CHARLOTTE, N.C. — Chiquita Brands International, Inc. hopes to shake up the salad category with new value-added products and on-trend ingredients.

“Fact No. 1 is people in North America consume about 35 salads a year, which is woefully small,” said Ed Lonergan, president and chief executive officer, during a Nov. 7 earnings call with financial analysts. “Of that, about 11 salads a year are bag salads. So rather than try to convince all the people in the United States to eat more salads, we are really focused on converting commodity salads to value-added bag salads where we can.”

Chiquita’s recent innovations under its Fresh Express brand include chopped salad kits, a baby kale mix and bags of two single-serve packs designed to maintain freshness.

“We have a very strong plan that we have shared with our customers for next year,” Mr. Lonergan said. “And we are going to focus on driving value and volume through innovation.”

For the first time since 2007, Chiquita is leading retail value-added salad category growth, with volumes increasing 7.5% from the prior-year quarter. But setbacks from Midwest plant consolidation and raw product costs negatively impacted salad segment profitability.

“On the supply side, sourcing quality and yield has been impacted by adverse growing conditions throughout the year, most recently affecting iceberg lettuce,” Mr. Lonergan said. “We are deploying enhanced growing strategies in leafy greens to mitigate these kinds of agricultural risks. This, combined with a substantially improved apple crop, will provide benefits to the salad and healthy snack segment in 2014.”

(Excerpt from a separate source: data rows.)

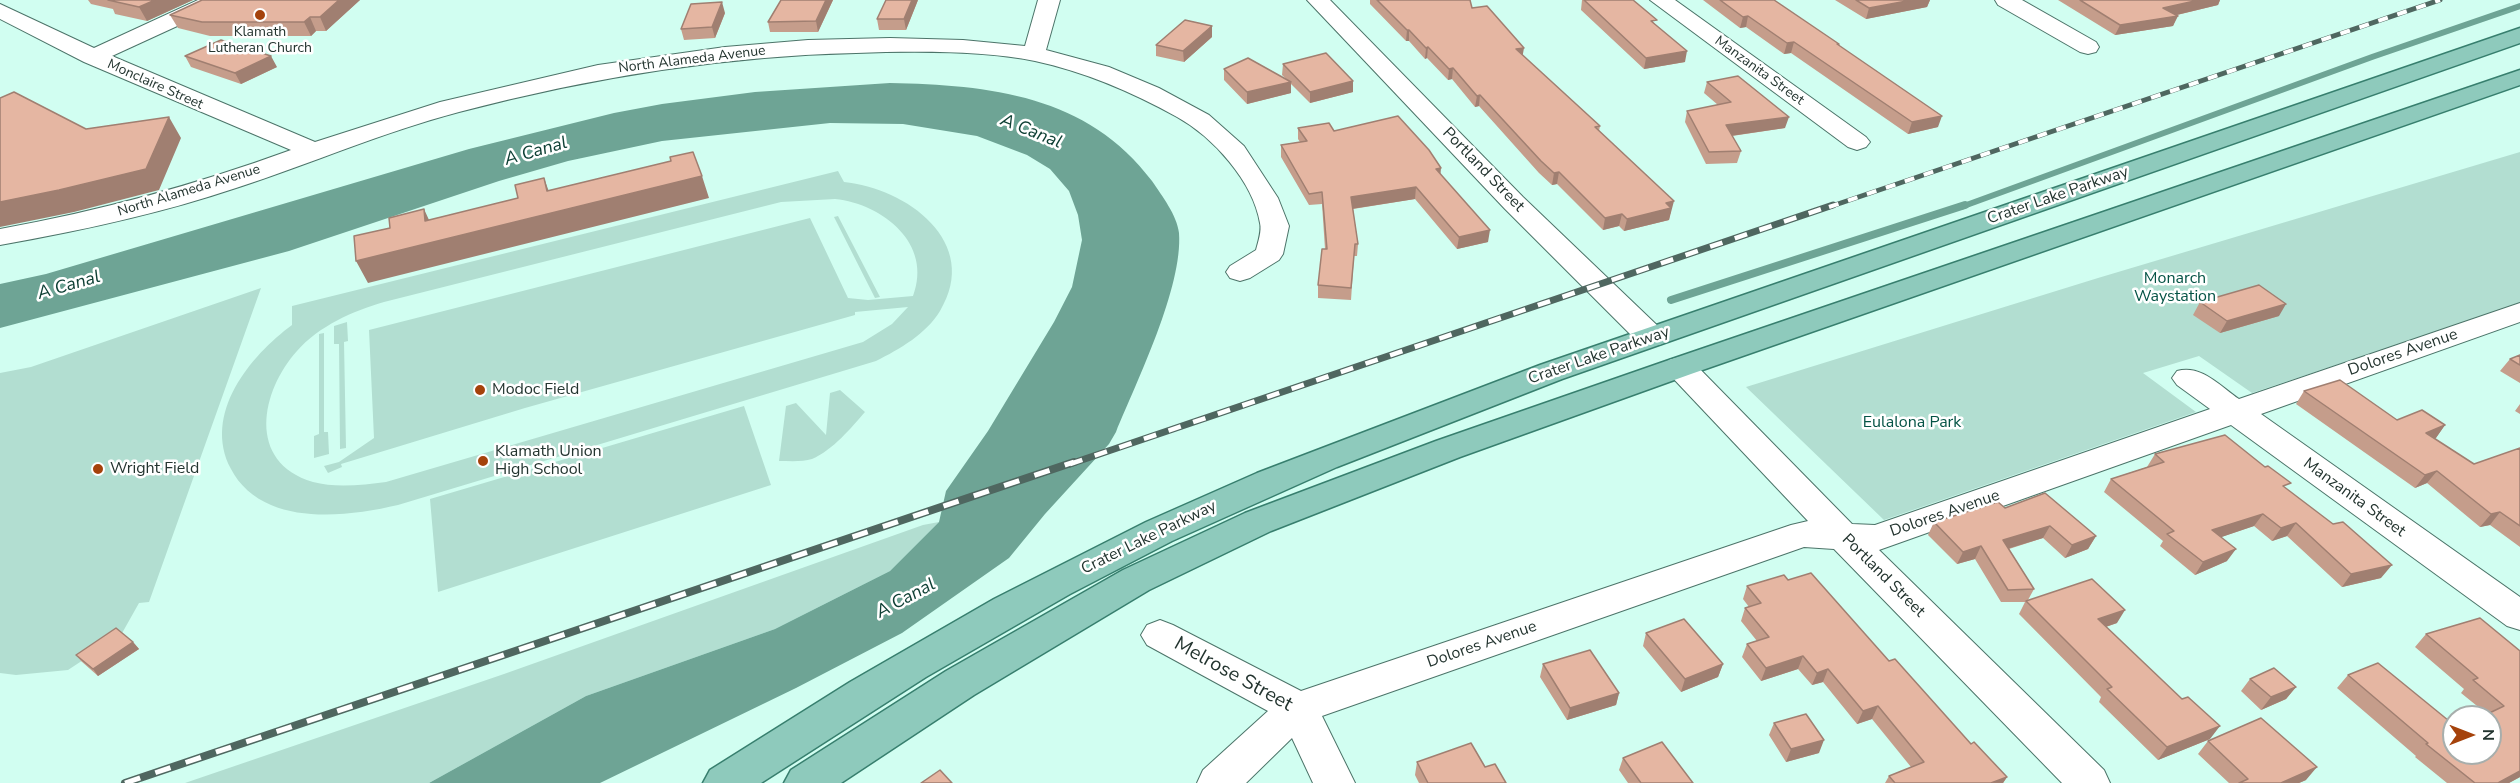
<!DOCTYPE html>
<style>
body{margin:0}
#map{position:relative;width:2520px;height:783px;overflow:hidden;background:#d1fef1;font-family:"Nunito Sans",sans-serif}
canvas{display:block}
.north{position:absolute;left:2442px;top:705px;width:60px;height:60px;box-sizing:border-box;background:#fff;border:2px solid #a7aeac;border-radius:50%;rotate:90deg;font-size:16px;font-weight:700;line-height:24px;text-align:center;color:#23342f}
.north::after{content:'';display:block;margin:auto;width:21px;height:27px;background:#a5420b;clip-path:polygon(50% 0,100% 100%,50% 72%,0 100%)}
</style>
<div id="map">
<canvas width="2520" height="783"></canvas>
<div class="north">N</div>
</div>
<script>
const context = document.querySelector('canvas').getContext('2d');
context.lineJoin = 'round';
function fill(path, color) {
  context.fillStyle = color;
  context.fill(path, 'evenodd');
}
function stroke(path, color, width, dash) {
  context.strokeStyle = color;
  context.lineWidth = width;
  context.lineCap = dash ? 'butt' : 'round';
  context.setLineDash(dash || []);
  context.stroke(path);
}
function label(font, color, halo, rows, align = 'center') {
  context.font = font + ' "Nunito Sans",sans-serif';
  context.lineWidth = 5;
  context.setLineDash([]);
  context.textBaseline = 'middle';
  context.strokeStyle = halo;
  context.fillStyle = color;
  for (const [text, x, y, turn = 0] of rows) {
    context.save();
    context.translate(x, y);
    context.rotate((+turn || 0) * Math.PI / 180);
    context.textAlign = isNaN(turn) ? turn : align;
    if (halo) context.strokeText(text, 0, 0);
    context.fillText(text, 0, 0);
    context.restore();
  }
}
fill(new Path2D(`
 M2520,152V304L2252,393L2199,356L2143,373L2196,412L1884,520L1746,387L2098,278Z
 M838,171L844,182C906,188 982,242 940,311C926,334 900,349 876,361L398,505C359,514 309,521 271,505C254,498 239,485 231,469C202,414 250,356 292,325V306ZM835,199C883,204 933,244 913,296L868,300L848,298L810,218L369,330L374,438L339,462L324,466L328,473L342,467L341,464L525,408L855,315V312L908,307L892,324L863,342L386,482C363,485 335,488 313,482C246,462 261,391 297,351C319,326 353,311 384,302L781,202Z
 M838,216L880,297L875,298L834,217Z
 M261,288L149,602L139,603L121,635L68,670L16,675L0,673V373L31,367Z
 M347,322L348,341L344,342L346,448L340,449L339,344H334V326Z
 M324,333V432H328L329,454L314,458V436L319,434V334Z
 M840,390L865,412C851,428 833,450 812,459C803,462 790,461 779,461L786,406L796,403L826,435L830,393Z
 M744,406L771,485L438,592L430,499Z
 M939,522L890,571L775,629L586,696L429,783H185L504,674L923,525Z`), '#b2ded1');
fill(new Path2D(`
 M890,83C989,85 1088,95 1152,181C1162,196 1177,215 1179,233C1183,287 1137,381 1116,432L1109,444L1045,514L1009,558L902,633L796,688L600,783H429L586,696L775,629L890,571L939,522L946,491L988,431L1054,322L1072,287L1082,240L1078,215L1069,191L1050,169L1027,155L977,136L903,124L830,123L662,141L568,161L499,181L289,251L0,328V284L46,274L469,149L614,113L662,104L755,92Z`), '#6ea495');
stroke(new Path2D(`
 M1961,207L2372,57L2520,6`), '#6ea495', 6);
stroke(new Path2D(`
 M1671,300L1965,205`), '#6ea495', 8);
const street = new Path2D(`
 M198,0H226L223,5L112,56L315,142L440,102L598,65L725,47L808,40L890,38L963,40L1025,46L1038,0H1060L1046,50L1109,67L1159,88L1209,115L1244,146L1278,198L1289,226L1283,254L1279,260L1250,278L1240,281L1230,278L1226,272L1230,266L1256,250C1258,242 1262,231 1260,223C1253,181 1213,137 1177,117C1132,92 1086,72 1035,61C982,50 910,51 856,53C721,56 589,78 459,112C383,132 310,164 236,188C159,214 79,231 0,245V229C100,211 195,185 291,150L84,62L0,19V4L94,48Z
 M1307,0H1330L1523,197L1662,330L1666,337L1662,344L1651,346L1640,344L1505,209Z
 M1650,0H1675L1866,137L1870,142L1866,147L1857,150L1848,147Z
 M1995,0H2022L2096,42L2099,47L2096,52L2088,54L2080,52L1998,5Z
 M2520,303V322L2261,414L2520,597V630L2507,626L2231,425L1879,550L2104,770L2110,783H2062L1834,549L1804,547L1322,716L1355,783H1313L1292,738L1246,783H1197L1203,770L1268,711L1147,645L1141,635L1147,625L1160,620L1173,625L1301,691L1791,525L1808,521L1669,374L1665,367L1669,360L1680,357L1691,360L1852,524L1875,525L2210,409L2177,385L2172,378L2177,371C2201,364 2220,386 2239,399Z`);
const primary = new Path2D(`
 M2520,28V43L1562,379L1337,467L1172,541L1070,594L926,677L761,783H703L710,770L850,682L994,599L1146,522L1257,473L1540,365Z
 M2520,70V85L1691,374L1460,457L1271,531L1149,590L974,695L841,783H784L791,770L946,671L1123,570L1245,513L1436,441L1669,360Z`);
stroke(street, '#4c7469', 2);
stroke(primary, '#377f6e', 3);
fill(street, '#fff');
fill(primary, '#8ecabc');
const railFar2 = new Path2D(`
 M1829,207L2440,0`);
const railFar1 = new Path2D(`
 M1070,464L1833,205`);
const rail = new Path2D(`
 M125,783L1074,462`);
stroke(railFar2, '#4f6760', 5);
stroke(railFar1, '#4f6760', 7);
stroke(rail, '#4f6760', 8);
stroke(railFar2, '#fff', 4, [10]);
stroke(railFar1, '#fff', 4.5, [13]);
stroke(rail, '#fff', 5, [16]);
fill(new Path2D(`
 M88,0H193L147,21L115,14L113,9L91,4Z
 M202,0H360L326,31H316L311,36H210L178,28L170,15Z
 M781,0H833L818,32H770L768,22Z
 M918,0L906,30H879L877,19Z
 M1370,0H1470L1472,8L1523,56L1600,126L1599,131L1671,213L1670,214L1669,220L1624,231L1619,226L1603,230L1557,184L1552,185L1539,173L1479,106L1475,107L1452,79L1448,80L1427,58L1425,59L1409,41H1406L1370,4Z
 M1582,0H1633L1656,25L1685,62L1644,69L1581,10Z
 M1703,0H1774L1839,45L1938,127L1908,134L1791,53L1784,54L1746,27L1740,28Z
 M1835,0H1930L1927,7L1866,19Z
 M2058,0H2220L2218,5L2177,15L2173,26L2115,35Z
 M725,13L715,38L684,40L681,29Z
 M1212,37L1184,62L1156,56V45Z
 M185,56L277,67L241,84L191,67Z
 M1283,64L1353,81V92L1310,103L1291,84V93L1247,104L1224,80V69L1286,79L1282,75Z
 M1707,82L1785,128L1732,136L1741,151L1737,163L1706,164L1685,122L1687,111L1718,105L1704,93Z
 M1298,128L1334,131L1441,175L1488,242L1457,249L1415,199L1353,209L1358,244L1357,256H1354L1351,300L1318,298V285L1325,249L1322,204L1309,205L1281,157V145L1300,142L1298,139Z
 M2200,302L2279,316L2220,333L2193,315Z
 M2520,355V383L2500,371L2510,359Z
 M2304,391L2397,420L2445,425L2435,439L2474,464L2520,448V547L2490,525L2480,527L2427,483L2415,488L2296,404Z
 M2520,404V414L2515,411Z
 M2155,454L2287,489L2381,578L2342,587L2287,536L2272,541L2254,526L2221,537L2227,561L2195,575L2160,546L2163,541L2104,492L2111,479L2147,467Z
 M2005,508L2096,536L2088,549L2065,558L2043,538L2009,549L2034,589L2028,600L2117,623L2106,627L2210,739L2158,760L2099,702L2101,697L2019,614L2025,602H2001L1975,559L1957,564L1928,535L1934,522Z
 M1788,580L1889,661L1971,744L2007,777L2003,783H1885L1889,776L1911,767L1872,719L1857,724L1823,682L1812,685L1798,669L1761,681L1742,657L1747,644L1757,641L1741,621L1745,608L1749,607L1743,599L1747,586Z
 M1646,633L1723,664L1718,677L1681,692L1643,646Z
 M2426,634L2520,651V777L2509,783H2447L2415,757L2416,756L2337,688L2348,675L2454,753L2487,714L2461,693L2464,689L2415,647Z
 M133,642L139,649L98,676L81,661L76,655Z
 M1543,664L1619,693L1616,705L1567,720L1540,677Z
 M2250,679L2296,687L2286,699L2261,710L2241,691Z
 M1774,723L1819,753L1786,762L1769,735Z
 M2208,741L2306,780L2299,783H2229L2198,754Z
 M1623,758L1693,783H1628L1619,770Z
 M1417,762L1485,767L1506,783H1419L1415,775Z`), '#c59d8b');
fill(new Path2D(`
 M155,0H193L147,21L139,7Z
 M339,0H360L326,31L320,17Z
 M826,0H833L818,32L816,21Z
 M912,0H918L906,30L904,19Z
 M1912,0H1930L1927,7L1866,19L1869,8Z
 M2199,0H2220L2218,5L2164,18L2178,16L2173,26L2115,35L2120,25L2163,8Z
 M722,2L725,13L715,38L712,27Z
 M1748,16L1746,27L1740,28L1743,17Z
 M310,17L316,31L311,36L304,22Z
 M1212,26V37L1184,62L1183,51Z
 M1407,30H1409V41H1406Z
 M1794,42L1791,53L1784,54L1787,43Z
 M1428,47L1427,58L1425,59L1426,48Z
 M1524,48L1522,59L1516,49Z
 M1687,51L1685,62L1644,69L1646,58Z
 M271,56L277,67L241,84L235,73Z
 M1453,68L1452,79L1448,80L1449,69Z
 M1353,81V92L1310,103V92Z
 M1291,82V93L1247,104V92Z
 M1480,95L1479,106L1475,107L1477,96Z
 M1942,116L1938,127L1908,134L1912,122Z
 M169,117L181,138L159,190L74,212L0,227V202Z
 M1789,117L1785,128L1723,137L1726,125Z
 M1441,168L1440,180L1436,169Z
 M1559,172L1557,184L1552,185L1554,173Z
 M702,176L709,198L368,283L356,261L425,221L424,209L434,231L547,191L544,178L552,200Z
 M1416,187L1415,199L1351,209V197Z
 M1674,201L1669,220L1624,231L1627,219L1666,203Z
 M1622,214L1619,226L1603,230L1605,218Z
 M1490,230L1488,242L1457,249L1459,237Z
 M2286,304L2279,316L2220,333L2227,321Z
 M2445,425L2436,438L2416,446L2426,433Z
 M2437,471L2427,483L2415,488L2425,475Z
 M2500,512L2490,525L2480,527L2491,514Z
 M2263,514L2254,526L2204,543L2212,530Z
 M2296,523L2287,536L2272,541L2281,528Z
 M2050,526L2043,538L1997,552L2003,540Z
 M2096,536L2088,549L2065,558L2072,545Z
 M1981,546L1975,559L1957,564L1963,552Z
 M2236,549L2227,561L2195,575L2203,562Z
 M2392,565L2381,578L2342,587L2351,574Z
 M2125,610L2117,623L2090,632L2098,619Z
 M133,642L139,649L98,676L93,669Z
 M1803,656L1798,669L1761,681L1766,668Z
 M1723,664L1718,677L1681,692L1685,679Z
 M1828,669L1823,682L1812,685L1817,673Z
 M2296,687L2286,699L2261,710L2271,697Z
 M1619,693L1616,705L1567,720L1570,708Z
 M1878,706L1872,719L1857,724L1863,711Z
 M2220,726L2210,739L2158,760L2167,747Z
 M1824,740L1819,753L1786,762L1791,749Z
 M2317,767L2306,780L2299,783H2281Z
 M2520,771V777L2509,783H2498Z
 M2007,777L2003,783H1991Z`), '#a07f71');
const building = new Path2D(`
 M108,0H155L139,7Z
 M202,0H339L320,17H310L304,22H202L170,15Z
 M781,0H826L816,21L768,22Z
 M886,0H912L904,19H877Z
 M1377,0H1470L1472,8L1487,6L1524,48L1516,49L1600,126L1595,127L1674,201L1666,203L1671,208L1627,219L1622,214L1605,218L1559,172L1554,173L1541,161L1480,95L1477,96L1453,68L1449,69L1428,47L1426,48L1409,30H1407Z
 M1584,0H1633L1657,20L1651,21L1687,51L1646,58Z
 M1720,0H1774L1839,44H1837L1942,116L1912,122L1794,42L1787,43L1748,16L1743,17Z
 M1856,0H1912L1869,8Z
 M2080,0H2199L2163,8L2178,16L2120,25Z
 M722,2L712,27L681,29L691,4Z
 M1185,20L1212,26L1183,51L1156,45Z
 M221,40L271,56L235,73L185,56Z
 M1326,53L1353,81L1310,92L1283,64Z
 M1248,58L1291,82L1247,92L1224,69Z
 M1738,76L1789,117L1726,125L1741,151L1709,152L1687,111L1731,102L1707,82Z
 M14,92L86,129L169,117L146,169L59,190L0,202V98Z
 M1398,116L1429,150L1441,168L1436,169L1490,230L1459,237L1416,187L1351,197L1358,244H1355L1351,288L1318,285L1322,249H1327L1322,192L1309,194L1281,145L1307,141L1298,128L1329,123L1334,131Z
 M693,152L702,176L356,261L354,236L390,228L389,218L424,209L425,221L518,198L515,185L544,178L547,191L671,161L670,157Z
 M2259,285L2286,304L2227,321L2200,302Z
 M2520,355V365L2510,359Z
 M2340,380L2397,420L2422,410L2445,425L2426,433L2474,464L2520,448V526L2500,512L2491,514L2437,471L2425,475L2304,391Z
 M2225,435L2265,467L2268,466L2291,483L2283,486L2333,524L2343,522L2392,565L2351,574L2296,523L2281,528L2263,514L2212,530L2236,549L2203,562L2167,534L2174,531L2111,479L2164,462L2155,454Z
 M2045,493L2096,536L2072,545L2050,526L2003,540L2034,589L2008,590L1981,546L1963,552L1934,522L1998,502L2005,508Z
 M1811,573L1889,661L1895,659L1971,744L1974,742L2007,777L1991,783H1895L1889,776L1924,762L1878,706L1863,711L1828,669L1817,673L1803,656L1766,668L1747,644L1769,637L1745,608L1761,603L1747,586L1784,575L1788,580Z
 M2092,579L2125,610L2098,619L2182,699L2188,697L2220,726L2167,747L2107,689L2112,687L2026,601Z
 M2480,618L2520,651V771L2498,783H2475L2426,744L2428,743L2348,675L2378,663L2454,725V753H2490V717H2481L2504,706L2473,680L2478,678L2426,634Z
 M1684,619L1723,664L1685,679L1646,633Z
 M116,628L133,642L93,669L76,655Z
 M1590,650L1619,693L1570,708L1543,664Z
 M2274,668L2296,687L2271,697L2250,679Z
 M1806,714L1824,740L1791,749L1774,723Z
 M2261,718L2317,767L2281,783H2239L2248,779L2208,741Z
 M1662,742L1693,783H1641L1623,758Z
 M1471,743L1485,767L1495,764L1506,783H1428L1417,762Z
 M940,770L952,783H921Z`);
fill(building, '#e5b6a2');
stroke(building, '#a07f71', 1.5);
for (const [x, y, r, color] of [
 [260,15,6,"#a5420b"],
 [480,390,6,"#a5420b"],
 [483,461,6,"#a5420b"],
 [98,469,6,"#a5420b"]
]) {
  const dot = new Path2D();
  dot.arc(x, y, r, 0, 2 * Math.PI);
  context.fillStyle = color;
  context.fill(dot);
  stroke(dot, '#fff', 2);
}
label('14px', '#23342f', '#fff', [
 ["Klamath",260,33],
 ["Lutheran Church",260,49]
]);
label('14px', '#23342f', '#fff', [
 ["North Alameda Avenue",692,60,-7],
 ["Manzanita Street",1759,71,36],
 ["Monclaire Street",155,85,24],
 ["North Alameda Avenue",189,191,-17]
]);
label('16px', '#23342f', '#fff', [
 ["Portland Street",1483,170,46],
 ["Crater Lake Parkway",2058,196,-19],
 ["Dolores Avenue",2403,353,-19],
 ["Crater Lake Parkway",1599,356,-19],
 ["Manzanita Street",2354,498,36],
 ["Dolores Avenue",1945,514,-19],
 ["Crater Lake Parkway",1149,538,-26],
 ["Portland Street",1883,576,45],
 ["Dolores Avenue",1482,645,-19]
]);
label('16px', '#045345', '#fff', [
 ["Monarch",2175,279],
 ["Waystation",2175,297],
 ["Eulalona Park",1912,423]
]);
label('16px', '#23342f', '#fff', [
 ["Modoc Field",492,390],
 ["Klamath Union",495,452],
 ["High School",495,470],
 ["Wright Field",110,469]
], 'left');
label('italic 18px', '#0f4035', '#fff', [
 ["A Canal",1031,132,22],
 ["A Canal",536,152,-16],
 ["A Canal",69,286,-16],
 ["A Canal",906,599,-28]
]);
label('20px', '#23342f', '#fff', [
 ["Melrose Street",1233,675,29]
]);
</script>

For the quarter ended Sept. 30, the company reported a loss of $18 million, which compared with a loss of $67 million during the same period of the prior year. Net sales for the quarter increased to $723 million from $714 million.

“Chiquita is a different company today than it was a year ago,” Mr. Lonergan said. “Over the last 12 months we have revitalized our core brands, exited distractions, kept our promise to deliver a more efficient value chain and overhead cost structure and improved our debt position.”

Operating income for the banana segment increased to $20 million from a loss of $2 million during the third quarter last year. Segment sales rose to $458 million from $446 million, reflecting higher local pricing in Europe and higher banana sales volumes in North America.

For the salads and healthy snacks segment, the company sustained a loss in operating income of $5 million, down from operating income of $1 million last year, reflecting start-up costs related to the plant consolidation, as well as increased raw product costs caused by adverse growing conditions. Segment sales dipped to $239 million from $240 million, due to higher volume sales of retail value-added salads offset by lower processed fruit ingredient sales and the exit of a European healthy snacking business at the end of the second quarter.

Operating income for the other produce segment increased to $1 million from a loss of $4 million last year. Segment sales stayed flat at $28 million.